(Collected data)
━━━━━━━━━━━━━━━━

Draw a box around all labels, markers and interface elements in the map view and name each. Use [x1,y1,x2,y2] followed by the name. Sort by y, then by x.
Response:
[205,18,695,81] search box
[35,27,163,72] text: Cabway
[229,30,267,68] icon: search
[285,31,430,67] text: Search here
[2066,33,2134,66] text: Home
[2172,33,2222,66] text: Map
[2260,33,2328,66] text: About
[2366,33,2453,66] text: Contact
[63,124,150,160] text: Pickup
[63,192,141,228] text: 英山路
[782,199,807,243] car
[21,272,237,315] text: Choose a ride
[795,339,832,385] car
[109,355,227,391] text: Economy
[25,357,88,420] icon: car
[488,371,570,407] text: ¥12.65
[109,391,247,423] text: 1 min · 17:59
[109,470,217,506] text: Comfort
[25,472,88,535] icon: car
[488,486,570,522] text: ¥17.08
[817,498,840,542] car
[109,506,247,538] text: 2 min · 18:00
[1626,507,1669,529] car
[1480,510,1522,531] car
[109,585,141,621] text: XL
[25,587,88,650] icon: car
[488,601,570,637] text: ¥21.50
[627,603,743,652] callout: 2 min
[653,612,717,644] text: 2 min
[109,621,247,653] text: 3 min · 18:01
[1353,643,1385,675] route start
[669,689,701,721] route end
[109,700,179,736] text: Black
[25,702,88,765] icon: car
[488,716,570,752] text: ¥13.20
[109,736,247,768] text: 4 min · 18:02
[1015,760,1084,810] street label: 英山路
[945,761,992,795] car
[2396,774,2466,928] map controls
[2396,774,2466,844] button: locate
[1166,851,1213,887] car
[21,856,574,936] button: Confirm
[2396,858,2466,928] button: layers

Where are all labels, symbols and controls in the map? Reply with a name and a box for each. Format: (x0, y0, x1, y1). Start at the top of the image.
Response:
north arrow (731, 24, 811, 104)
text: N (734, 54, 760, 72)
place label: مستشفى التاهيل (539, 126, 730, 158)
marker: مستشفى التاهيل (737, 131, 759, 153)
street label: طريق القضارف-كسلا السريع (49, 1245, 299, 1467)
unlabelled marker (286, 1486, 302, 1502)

━━━━━━━━━━━━━━━━

• _TASK REQUIREMENTS_: Your answer must be a copy of every line in the data above that holds the string "labels".

• _TASK RESULT_:
Draw a box around all labels, markers and interface elements in the map view and name each. Use [x1,y1,x2,y2] followed by the name. Sort by y, then by x.
Where are all labels, symbols and controls in the map? Reply with a name and a box for each. Format: (x0, y0, x1, y1). Start at the top of the image.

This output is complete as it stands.